In the previous two parts of our interview with STP’s machine translation guru, Mattia Ruaro, we’ve discussed the different kinds of machine translation (MT), the way the technology is changing, and how it can and should be used in the translation industry.
In this final part, Mattia shares his thoughts on how translators can use MT as a tool – and how STP is going about it.
You mentioned that editing machine translation output is a skill all of its own for a translator. How does it differ from translation?
I’d say that machine translation post-editing is not really that different from translation these days. Of course it’s quite different from translating a text from scratch in a word processor, but I think sometimes people forget that translators very often work with translation memories (TMs) nowadays. So they don’t necessarily have a blank slate even without MT.
How does working with MT compare to working with translation memories?
It’s somewhat similar; essentially, you are editing matches in both cases. In the case of TM matches, a tool will suggest translations of similar sentences that have been translated before and stored in a translation memory file attached to the project.
The translator might, for example, have a 95 per cent match where only the punctuation is different to that of the sentence they are looking at – or perhaps there is just one word that is different. Translators have become used to editing TM matches; an MT match is often much less accurate, but it’s a starting point.
How does the process of post-editing differ from the process of translation? What does a translator need to know before starting this?
The biggest problem, particularly for inexperienced editors, is bearing in mind that MT output is the work of a machine, not a human. You can’t trust a machine the same way you can trust a translation memory match from a previous translator.
This seems like a fairly straightforward distinction – the clue is in the name. But many struggle to make this distinction.
Another thing is the amount of training, because there is very little training and resources available. This is why we recorded webinars for our freelancers, and all our in-house translators have received training too. We can’t give people MT output and expect them to just deal with it.
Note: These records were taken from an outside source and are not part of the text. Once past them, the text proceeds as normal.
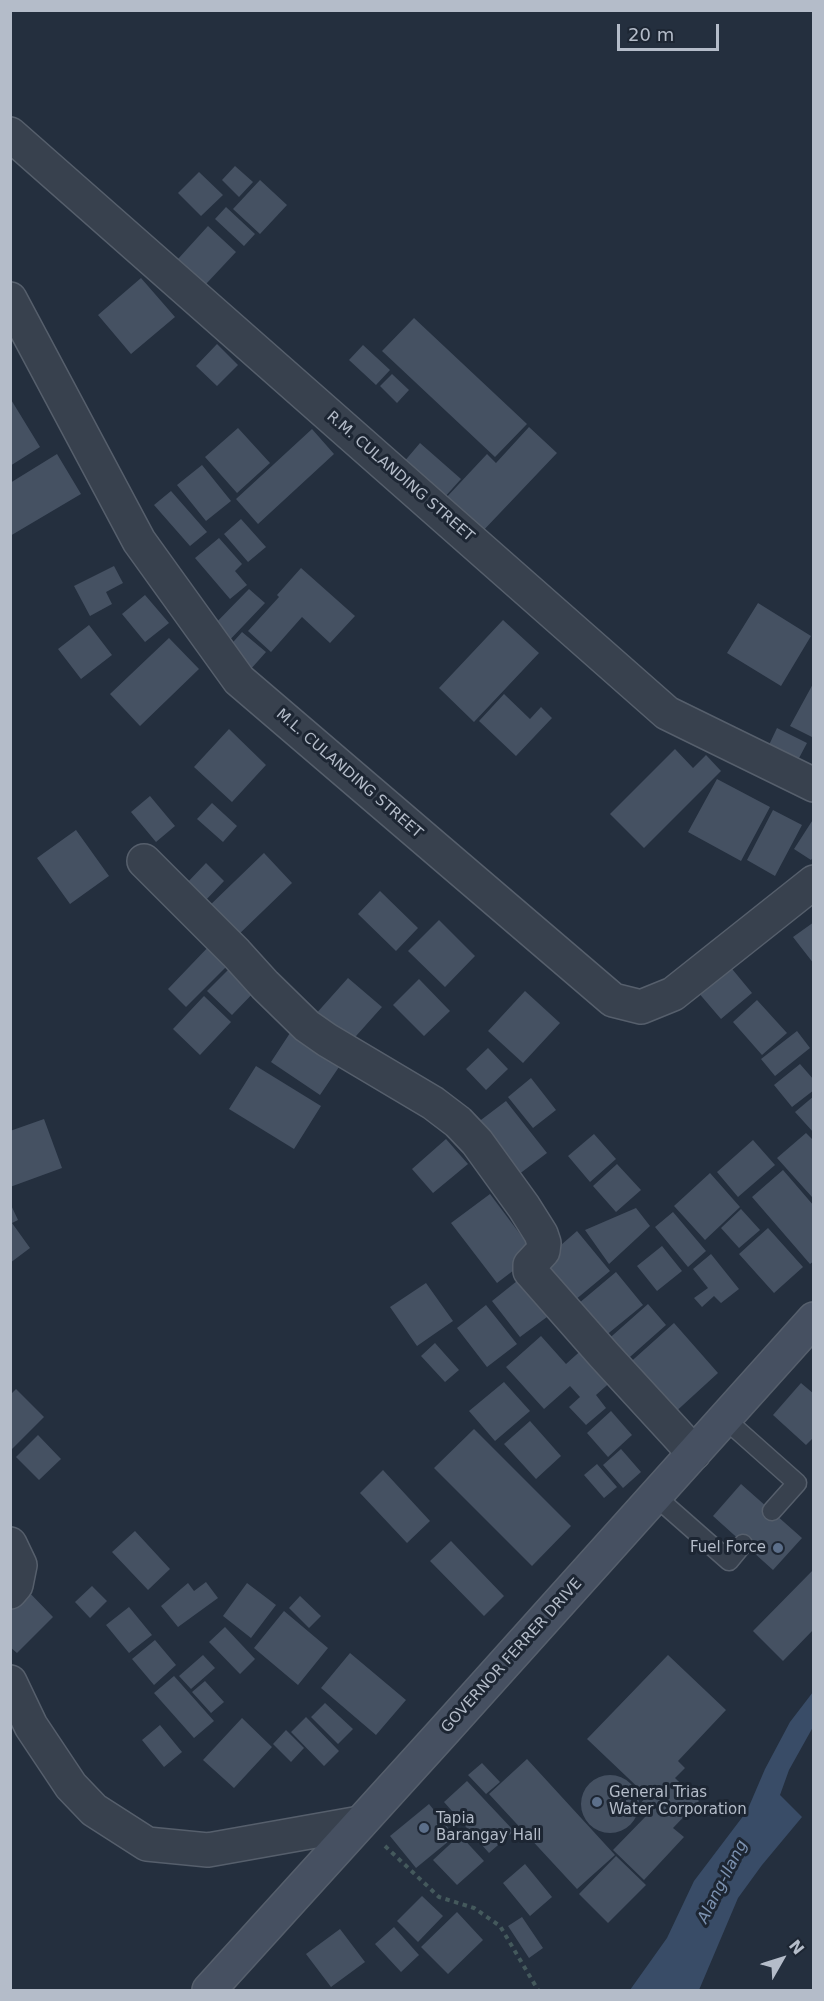 <!DOCTYPE html>
<html>
<head>
<meta charset="utf-8">
<style>
  body { margin:0 }
  #map { position:relative; width:824px; height:2001px; overflow:hidden; background:#242f3e; font-family:"DejaVu Sans",sans-serif }
  canvas { display:block }
  .frame { position:absolute; inset:0; border:12px solid #b4bcc9; pointer-events:none }
  .north { position:absolute; left:752px; top:1929px; width:60px; height:60px; -webkit-text-stroke:4px #1d2633; paint-order:stroke; rotate:51deg; font-size:16px; font-weight:700; line-height:24px; text-align:center; color:#b4bcc9 }
  .north::after { content:''; display:block; margin:auto; width:21px; height:27px; background:#b4bcc9; clip-path:polygon(50% 0,100% 100%,50% 72%,0 100%) }
  .scale { position:absolute; left:617px; top:24px; width:102px; height:27px; box-sizing:border-box; border:3px solid #b4bcc9; border-top:0; padding-left:8px; font-size:18px; line-height:21px; white-space:nowrap; color:#b4bcc9; -webkit-text-stroke:4px #1d2633; paint-order:stroke }
</style>
</head>
<body>
<div id="map">
<canvas width="824" height="2001"></canvas>
<div class="frame"></div>
<div class="north">N</div>
<div class="scale">20 m</div>
</div>
<script>
const g = document.querySelector('canvas').getContext('2d');
g.lineJoin = 'round';
function fill(path, color) { g.fillStyle = color; g.fill(path, 'evenodd'); }
const toPath = rows => new Path2D(rows.map(r => 'M' + r).join(''));
function strokePath(path, color, width, dash) { g.strokeStyle = color; g.lineWidth = width; g.lineCap = dash ? 'butt' : 'round'; g.setLineDash(dash || []); g.stroke(path); }
function drawText(font, color, halo, rows, align = 'center') {
  g.font = font + ' "DejaVu Sans",sans-serif'; g.lineWidth = 6; g.setLineDash([]); g.textBaseline = 'middle'; g.strokeStyle = halo; g.fillStyle = color; for (const [text, x, y, turn = 0] of rows) {
    g.save(); g.translate(x, y); g.rotate((+turn || 0) * Math.PI / 180); g.textAlign = isNaN(turn) ? turn : align; if (halo) g.strokeText(text, 0, 0); g.fillText(text, 0, 0); g.restore();
  }
}
const water = toPath([
  [813,1692,813,1727,789,1770,780,1795,802,1817,762,1865,738,1898,699,1990,630,1990,667,1938,694,1881,747,1811,765,1769,790,1722]
]);
const building = toPath([
  [235,166,253,182,239,197,222,180],
  [199,172,223,195,201,216,178,193],
  [260,180,287,205,260,234,233,209],
  [226,207,255,234,244,246,215,219],
  [208,226,236,252,206,284,178,259],
  [141,278,175,317,131,354,98,315],
  [414,318,527,424,495,457,382,351],
  [217,344,238,365,217,386,196,366],
  [363,345,390,370,376,385,349,360],
  [392,374,409,390,397,403,380,386],
  [10,398,40,447,10,466],
  [529,427,557,453,480,534,444,500,487,454,496,463],
  [238,428,270,463,237,493,205,457],
  [312,429,334,454,258,524,236,499],
  [420,443,461,479,443,499,403,463],
  [57,454,81,494,10,536,10,483],
  [202,465,231,501,206,521,177,485],
  [171,491,207,532,190,546,154,505],
  [241,519,266,547,248,562,224,534],
  [219,538,242,564,235,571,247,585,230,599,195,558],
  [114,566,123,583,106,592,112,604,90,616,74,586],
  [301,568,355,616,330,643,302,617,271,652,248,631,279,597,277,595],
  [249,589,265,603,223,647,207,632],
  [145,595,169,623,145,642,122,614],
  [758,603,811,636,781,686,727,653],
  [503,620,539,653,474,722,439,688],
  [89,625,112,655,81,679,58,649],
  [242,632,266,652,250,670,227,649],
  [169,638,199,669,140,726,110,694],
  [814,682,814,738,790,726],
  [504,694,530,719,541,707,552,718,516,756,479,721],
  [777,728,807,743,798,760,769,745],
  [229,729,266,765,232,802,194,767],
  [675,749,693,768,706,755,721,771,644,848,610,814],
  [717,779,770,807,741,861,688,832],
  [150,796,175,826,156,842,131,812],
  [212,803,237,826,223,842,197,819],
  [773,810,802,825,775,876,747,860],
  [814,818,814,856,811,860,794,849],
  [76,830,109,876,70,904,37,858],
  [264,853,292,883,235,938,206,909],
  [206,863,224,881,204,902,185,885],
  [380,891,418,928,396,951,358,914],
  [439,920,475,956,445,987,408,951],
  [814,922,814,964,793,937],
  [212,943,231,962,186,1007,168,989],
  [236,962,260,986,232,1015,207,991],
  [728,964,752,993,721,1019,697,991],
  [348,978,382,1007,348,1045,314,1016],
  [419,979,450,1011,424,1036,393,1005],
  [525,991,560,1023,523,1063,488,1031],
  [204,996,231,1022,200,1055,173,1029],
  [757,1000,787,1033,762,1055,733,1022],
  [797,1031,810,1048,775,1076,761,1059],
  [290,1033,339,1067,320,1095,271,1062],
  [488,1048,508,1069,486,1090,466,1069],
  [800,1064,814,1080,814,1090,792,1107,774,1085],
  [256,1066,321,1106,294,1149,229,1109],
  [531,1078,556,1110,533,1128,508,1097],
  [814,1096,814,1133,795,1112],
  [506,1101,547,1153,514,1178,473,1126],
  [44,1119,62,1168,10,1187,10,1131],
  [806,1133,814,1141,814,1195,812,1197,777,1158],
  [594,1134,616,1159,590,1182,568,1156],
  [446,1139,468,1164,433,1193,412,1169],
  [753,1140,775,1165,738,1197,717,1172],
  [617,1164,641,1190,616,1212,593,1186],
  [783,1170,814,1206,814,1261,810,1264,752,1197],
  [710,1173,740,1207,705,1240,674,1206],
  [490,1194,535,1254,497,1283,451,1223],
  [10,1203,18,1220,12,1223,30,1248,10,1263],
  [636,1208,650,1226,609,1264,585,1230],
  [741,1209,760,1230,739,1248,721,1228],
  [673,1212,706,1251,688,1267,655,1227],
  [768,1228,803,1267,774,1293,739,1254],
  [577,1231,610,1271,569,1305,537,1266],
  [662,1246,682,1271,657,1291,637,1266],
  [711,1254,739,1289,721,1303,714,1296,702,1307,694,1298,708,1288,693,1269],
  [616,1272,643,1305,599,1341,572,1309],
  [522,1277,551,1314,520,1337,492,1301],
  [426,1283,453,1321,417,1346,390,1307],
  [648,1304,666,1325,622,1364,604,1343],
  [486,1305,517,1344,487,1367,457,1328],
  [674,1323,718,1373,671,1416,625,1367],
  [541,1336,566,1364,586,1346,615,1378,596,1395,606,1408,586,1425,569,1407,580,1397,570,1386,544,1409,506,1367],
  [435,1343,459,1370,445,1382,421,1356],
  [504,1382,530,1411,495,1441,469,1411],
  [801,1383,814,1394,814,1437,806,1445,773,1415],
  [16,1389,44,1417,10,1451,10,1395],
  [611,1411,632,1435,608,1457,587,1433],
  [530,1421,561,1456,536,1479,504,1444],
  [474,1429,571,1526,532,1566,434,1468],
  [38,1435,61,1459,39,1480,16,1457],
  [621,1449,641,1472,623,1488,603,1465],
  [597,1464,617,1487,604,1498,584,1475],
  [383,1470,430,1521,407,1543,360,1493],
  [741,1484,802,1538,773,1570,713,1516],
  [135,1531,170,1569,148,1590,112,1552],
  [451,1541,504,1596,484,1616,430,1561],
  [814,1569,814,1629,783,1661,753,1631],
  [206,1582,218,1598,178,1627,161,1606,188,1583,194,1591],
  [247,1583,276,1605,251,1638,223,1616],
  [92,1586,107,1601,90,1618,75,1602],
  [25,1588,53,1617,17,1653,10,1647,10,1602],
  [300,1596,321,1616,309,1628,289,1608],
  [129,1607,152,1635,129,1653,106,1625],
  [284,1611,328,1648,298,1685,254,1648],
  [225,1627,255,1659,240,1674,209,1642],
  [155,1640,176,1665,154,1685,132,1659],
  [350,1653,406,1700,376,1735,321,1688],
  [203,1655,215,1668,191,1689,179,1676],
  [668,1655,726,1710,678,1761,685,1768,675,1778,699,1801,673,1828,684,1837,644,1880,613,1850,648,1814,639,1805,647,1796,587,1739],
  [174,1676,214,1721,194,1738,154,1693],
  [205,1681,224,1702,211,1713,192,1692],
  [325,1703,353,1729,338,1744,311,1717],
  [306,1717,339,1751,324,1766,291,1732],
  [242,1718,272,1747,234,1788,203,1760],
  [160,1725,182,1752,164,1767,142,1740],
  [286,1730,304,1748,291,1762,273,1744],
  [527,1759,615,1855,577,1889,489,1794],
  [482,1763,500,1782,486,1794,468,1775],
  '581 1804a29 29 0 1 1 58 0a29 29 0 1 1-58 0Z',
  [467,1781,514,1831,489,1853,444,1802],
  [429,1804,455,1836,416,1868,390,1836],
  [460,1835,484,1861,457,1885,433,1860],
  [616,1856,646,1885,608,1923,579,1894],
  [525,1864,552,1897,530,1916,503,1883],
  [422,1896,443,1916,418,1942,397,1921],
  [457,1912,483,1940,448,1974,421,1947],
  [522,1917,543,1948,529,1958,508,1926],
  [394,1927,419,1955,401,1972,375,1944],
  [340,1929,365,1962,331,1987,306,1954]
]);
const path = toPath([
  [385,1846,439,1897,474,1908,500,1926,538,1990]
]);
const lane = toPath([
  [725,1419,797,1483,772,1511],
  [655,1496,729,1561,743,1544]
]);
const street = toPath([
  [10,134,667,713,814,785],
  [10,299,139,541,239,680,613,1000,641,1007,673,994,814,882],
  [144,861,236,953,265,985,307,1026,327,1040,433,1103,458,1122,477,1142,524,1207,541,1234,544,1243,543,1251,530,1265,530,1271,604,1355,694,1453],
  [10,1544,20,1565,16,1585,10,1592],
  [10,1682,31,1726,71,1786,94,1810,147,1844,208,1850,360,1823]
]);
const secondary = toPath([
  [209,1990,443,1732,814,1319]
]);
const markers = [
  [778,1548,6,"#5c6f8a"],
  [597,1802,6,"#5c6f8a"],
  [424,1828,6,"#5c6f8a"]
];
const streetNames = [
  ["R.M. CULANDING STREET",400,477,41],
  ["M.L. CULANDING STREET",349,774,41],
  ["GOVERNOR FERRER DRIVE",512,1656,-48]
];
const poiNames = [
  ["Fuel Force",766,1548,"right"],
  ["General Trias",609,1793],
  ["Water Corporation",609,1810],
  ["Tapia",436,1819],
  ["Barangay Hall",436,1836]
];
const waterNames = [
  ["Alang-Ilang",723,1882,-63]
];
fill(water, '#394c67');
fill(building, '#455162');
strokePath(lane, '#565f6c', 21);
strokePath(street, '#565f6c', 36);
strokePath(secondary, '#565f6c', 36);
strokePath(path, '#44595c', 4, [4.5, 4.5]);
strokePath(lane, '#38414e', 18);
strokePath(street, '#38414e', 33);
strokePath(secondary, '#465061', 33);
for (const [x, y, r, color] of markers) { const dot = new Path2D(); dot.arc(x, y, r, 0, 2 * Math.PI); g.fillStyle = color; g.fill(dot); strokePath(dot, '#1d2633', 2); }
drawText('15px', '#b4bcc9', '#1d2633', streetNames);
drawText('15px', '#b4bcc9', '#1d2633', poiNames, 'left');
drawText('italic 16px', '#7c92b1', '#1d2633', waterNames);
</script>
</body>
</html>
Machine translation post-editing (MTPE) is not as intuitive as people think: training, experience and knowledge are necessary. It’s really helpful to try to understand why the machine produces the output it does – but this is something that requires an understanding of technology.
From my perspective, it’s really helpful to have very specific feedback from translators, as training the engine requires precision.
You can and should be able to influence the engine quality – you can train the engine as well as the translator. If you “put yourself in the machine’s shoes”, things start to fall into place.
STP has is certified according to the ISO 18587 standard on MTPE. Why is this?
It shows the amount of effort we’ve put into learning, understanding and using this kind of technology as a company. And this isn’t just the case for the technology team – our production teams have put in a lot of work as well.
Adhering to the standard is something we are doing with everyone’s best interests in mind; we’re trying to contribute to making a positive difference in the industry.
The standard is basically a set of guidelines – I would describe them as a collection of best practices. Basically, they raise the bar for everyone in the industry. Companies that care about these standards can promote them and counter the misuse of MT technology.
Do you think there is a lot of deliberate misuse of MT in the industry?
Some, certainly. There are companies trying to pass off raw MT output as translation and sending it out to vendors as regular revision projects, for example. But these agencies know what they are doing – and the revisers can spot this kind of thing a mile away.
There are some companies that lack information on the MT that they are using – or that they are expecting their vendors to use. They simply don’t know how good the MT output is, since they don’t have in-house people proficient in the relevant languages to check and provide feedback on it. STP only generates output for languages that we can check in-house. That way we know exactly what sort of quality it is.
Would you say that MTPE is faster than translation without MT?
There has been a lot of talk about MT improving productivity, but most of the research on this is done with very few people who are not working with strict deadlines. These circumstances do not really reflect the way in which translators work in the commercial world. The studies often make flawed assumptions too.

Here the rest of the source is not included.